Thanks for the report! I agree it looks like cell network instability is causing issues here. Have you ever seen the update succeed? My concern with restarting the update is it would likely fail again, and use up a lot of data on your cell plan in the process.

OTA fw updates in general is an area of current focus for us, and we expect to be making several improvements over the coming months, including several that we expect will make the updates more reliable on unstable networks.

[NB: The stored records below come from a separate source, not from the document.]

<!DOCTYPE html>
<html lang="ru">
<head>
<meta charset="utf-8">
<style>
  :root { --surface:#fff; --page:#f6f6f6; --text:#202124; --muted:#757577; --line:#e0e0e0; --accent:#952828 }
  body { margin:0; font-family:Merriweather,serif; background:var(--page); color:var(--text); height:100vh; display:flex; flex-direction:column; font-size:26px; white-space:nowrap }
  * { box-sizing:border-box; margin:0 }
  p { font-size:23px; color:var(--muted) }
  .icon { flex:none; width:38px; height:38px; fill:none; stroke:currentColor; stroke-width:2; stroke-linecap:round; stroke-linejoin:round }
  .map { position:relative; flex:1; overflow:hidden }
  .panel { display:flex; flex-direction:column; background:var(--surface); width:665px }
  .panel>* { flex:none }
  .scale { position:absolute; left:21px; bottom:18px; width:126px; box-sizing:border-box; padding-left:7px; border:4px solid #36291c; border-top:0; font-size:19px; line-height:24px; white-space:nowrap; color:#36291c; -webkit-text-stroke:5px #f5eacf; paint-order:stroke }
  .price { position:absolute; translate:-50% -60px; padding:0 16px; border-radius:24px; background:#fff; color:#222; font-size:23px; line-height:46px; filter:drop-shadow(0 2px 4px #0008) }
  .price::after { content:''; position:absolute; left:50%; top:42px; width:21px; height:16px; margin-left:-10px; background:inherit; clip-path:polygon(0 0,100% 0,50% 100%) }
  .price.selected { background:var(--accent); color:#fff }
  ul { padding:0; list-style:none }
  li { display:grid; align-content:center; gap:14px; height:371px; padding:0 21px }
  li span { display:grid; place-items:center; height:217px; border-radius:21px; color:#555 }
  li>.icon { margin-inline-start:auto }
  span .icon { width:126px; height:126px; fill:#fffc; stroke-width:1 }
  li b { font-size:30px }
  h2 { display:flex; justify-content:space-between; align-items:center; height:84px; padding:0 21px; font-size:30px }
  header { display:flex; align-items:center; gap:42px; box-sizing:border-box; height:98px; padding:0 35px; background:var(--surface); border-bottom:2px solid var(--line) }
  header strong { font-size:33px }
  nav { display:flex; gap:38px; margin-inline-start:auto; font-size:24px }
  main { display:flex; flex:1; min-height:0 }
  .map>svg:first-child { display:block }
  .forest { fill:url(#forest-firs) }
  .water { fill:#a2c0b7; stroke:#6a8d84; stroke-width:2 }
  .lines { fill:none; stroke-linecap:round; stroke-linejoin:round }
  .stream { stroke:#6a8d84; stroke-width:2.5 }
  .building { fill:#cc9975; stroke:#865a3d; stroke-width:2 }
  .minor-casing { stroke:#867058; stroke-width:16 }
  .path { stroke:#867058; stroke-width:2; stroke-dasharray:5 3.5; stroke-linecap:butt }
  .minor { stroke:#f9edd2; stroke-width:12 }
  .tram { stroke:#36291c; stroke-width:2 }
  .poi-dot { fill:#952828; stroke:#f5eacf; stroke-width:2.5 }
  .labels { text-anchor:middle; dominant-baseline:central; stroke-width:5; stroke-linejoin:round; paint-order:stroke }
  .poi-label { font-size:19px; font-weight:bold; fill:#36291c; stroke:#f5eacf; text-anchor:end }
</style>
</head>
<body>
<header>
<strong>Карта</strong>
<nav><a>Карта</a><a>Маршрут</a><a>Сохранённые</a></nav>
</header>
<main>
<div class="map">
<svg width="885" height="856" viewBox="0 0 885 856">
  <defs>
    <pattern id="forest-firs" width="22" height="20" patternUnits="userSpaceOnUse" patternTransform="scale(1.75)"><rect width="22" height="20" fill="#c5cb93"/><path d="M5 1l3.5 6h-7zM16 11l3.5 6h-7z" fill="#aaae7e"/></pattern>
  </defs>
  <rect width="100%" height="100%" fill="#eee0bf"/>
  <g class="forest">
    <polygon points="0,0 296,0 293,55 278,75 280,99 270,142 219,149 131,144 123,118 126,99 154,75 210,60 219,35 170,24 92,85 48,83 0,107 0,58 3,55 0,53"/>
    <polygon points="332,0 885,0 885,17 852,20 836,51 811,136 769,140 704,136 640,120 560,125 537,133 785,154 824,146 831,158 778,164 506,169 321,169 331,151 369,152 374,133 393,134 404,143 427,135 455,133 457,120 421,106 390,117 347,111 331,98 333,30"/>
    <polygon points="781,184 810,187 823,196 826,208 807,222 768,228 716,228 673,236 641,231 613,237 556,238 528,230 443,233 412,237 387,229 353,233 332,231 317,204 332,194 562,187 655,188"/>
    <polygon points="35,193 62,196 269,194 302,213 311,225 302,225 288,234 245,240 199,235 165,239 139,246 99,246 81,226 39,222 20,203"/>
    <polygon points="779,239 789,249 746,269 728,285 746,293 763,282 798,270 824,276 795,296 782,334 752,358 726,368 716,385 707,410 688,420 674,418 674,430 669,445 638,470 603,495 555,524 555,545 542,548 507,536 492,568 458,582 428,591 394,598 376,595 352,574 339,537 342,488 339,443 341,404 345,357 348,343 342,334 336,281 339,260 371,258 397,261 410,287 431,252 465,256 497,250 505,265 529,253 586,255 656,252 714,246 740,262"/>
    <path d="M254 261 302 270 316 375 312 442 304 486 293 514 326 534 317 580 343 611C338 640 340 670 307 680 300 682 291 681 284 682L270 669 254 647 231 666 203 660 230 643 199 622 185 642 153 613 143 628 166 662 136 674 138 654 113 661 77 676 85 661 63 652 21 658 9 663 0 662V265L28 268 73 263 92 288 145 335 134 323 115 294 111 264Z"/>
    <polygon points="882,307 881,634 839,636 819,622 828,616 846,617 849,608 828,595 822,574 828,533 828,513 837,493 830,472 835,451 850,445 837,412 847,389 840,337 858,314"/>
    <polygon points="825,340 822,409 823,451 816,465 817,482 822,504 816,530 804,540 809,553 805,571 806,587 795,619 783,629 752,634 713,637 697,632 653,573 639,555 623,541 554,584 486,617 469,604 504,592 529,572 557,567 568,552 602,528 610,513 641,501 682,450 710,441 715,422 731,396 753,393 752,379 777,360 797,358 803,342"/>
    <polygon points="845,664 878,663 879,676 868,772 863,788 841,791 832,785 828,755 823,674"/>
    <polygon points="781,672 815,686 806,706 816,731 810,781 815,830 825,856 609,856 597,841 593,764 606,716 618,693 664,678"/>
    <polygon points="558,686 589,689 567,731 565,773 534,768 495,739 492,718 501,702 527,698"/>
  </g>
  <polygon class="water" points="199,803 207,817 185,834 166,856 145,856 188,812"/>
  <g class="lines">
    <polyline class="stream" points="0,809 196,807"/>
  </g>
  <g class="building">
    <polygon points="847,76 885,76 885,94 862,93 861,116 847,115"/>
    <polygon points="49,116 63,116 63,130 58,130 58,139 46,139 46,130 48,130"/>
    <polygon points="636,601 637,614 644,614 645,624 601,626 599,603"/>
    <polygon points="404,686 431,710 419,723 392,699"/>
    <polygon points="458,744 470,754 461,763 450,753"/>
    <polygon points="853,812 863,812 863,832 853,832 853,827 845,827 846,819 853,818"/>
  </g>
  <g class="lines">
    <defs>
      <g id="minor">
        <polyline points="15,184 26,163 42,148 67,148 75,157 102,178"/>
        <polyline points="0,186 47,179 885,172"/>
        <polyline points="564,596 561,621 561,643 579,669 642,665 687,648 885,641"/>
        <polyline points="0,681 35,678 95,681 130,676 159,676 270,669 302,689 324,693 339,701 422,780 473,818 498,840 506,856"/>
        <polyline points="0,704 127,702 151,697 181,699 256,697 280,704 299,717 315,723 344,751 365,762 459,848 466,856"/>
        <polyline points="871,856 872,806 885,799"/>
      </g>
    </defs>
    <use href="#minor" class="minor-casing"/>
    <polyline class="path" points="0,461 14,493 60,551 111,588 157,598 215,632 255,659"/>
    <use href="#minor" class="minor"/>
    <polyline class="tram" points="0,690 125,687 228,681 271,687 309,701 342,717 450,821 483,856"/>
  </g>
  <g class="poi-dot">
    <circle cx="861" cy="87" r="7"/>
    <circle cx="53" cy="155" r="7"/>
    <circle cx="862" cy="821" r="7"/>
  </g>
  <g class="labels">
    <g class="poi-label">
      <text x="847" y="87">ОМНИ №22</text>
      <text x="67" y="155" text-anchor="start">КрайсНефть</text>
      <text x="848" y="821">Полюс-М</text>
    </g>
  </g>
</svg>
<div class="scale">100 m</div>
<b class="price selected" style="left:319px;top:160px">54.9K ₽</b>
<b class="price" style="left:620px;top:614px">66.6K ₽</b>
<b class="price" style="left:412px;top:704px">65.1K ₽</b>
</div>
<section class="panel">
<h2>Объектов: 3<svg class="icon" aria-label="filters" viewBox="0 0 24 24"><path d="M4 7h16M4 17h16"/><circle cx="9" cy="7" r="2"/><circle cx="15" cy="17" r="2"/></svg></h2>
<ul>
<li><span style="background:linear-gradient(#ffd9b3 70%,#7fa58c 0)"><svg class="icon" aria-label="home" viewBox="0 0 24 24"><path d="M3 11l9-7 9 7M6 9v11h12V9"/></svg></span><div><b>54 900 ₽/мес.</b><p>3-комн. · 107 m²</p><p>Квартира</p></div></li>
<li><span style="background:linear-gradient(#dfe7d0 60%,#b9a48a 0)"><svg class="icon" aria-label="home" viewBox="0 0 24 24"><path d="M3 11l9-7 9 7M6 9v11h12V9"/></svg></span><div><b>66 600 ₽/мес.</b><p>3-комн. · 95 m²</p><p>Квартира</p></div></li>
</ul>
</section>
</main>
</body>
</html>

Hi Sam, thanks for your reply.
Yeah, I thought it may be. I have seen it succeed a few times now, I was just wandering whether the errors pointed at me making a mistake somewhere. My thing with the restarting was that I saw it usually attempted to start again from the last block when it got connection again but it began to not attempt again and go idle.

We have got a unit going out to site next week which will report it’s signal quality/strength for me to monitor.

Improvements for unstable networks would be great! Although it’s hoped it can be sorted O2 blocking 3rd party roaming on LTE-M in the UK has not been very helpful.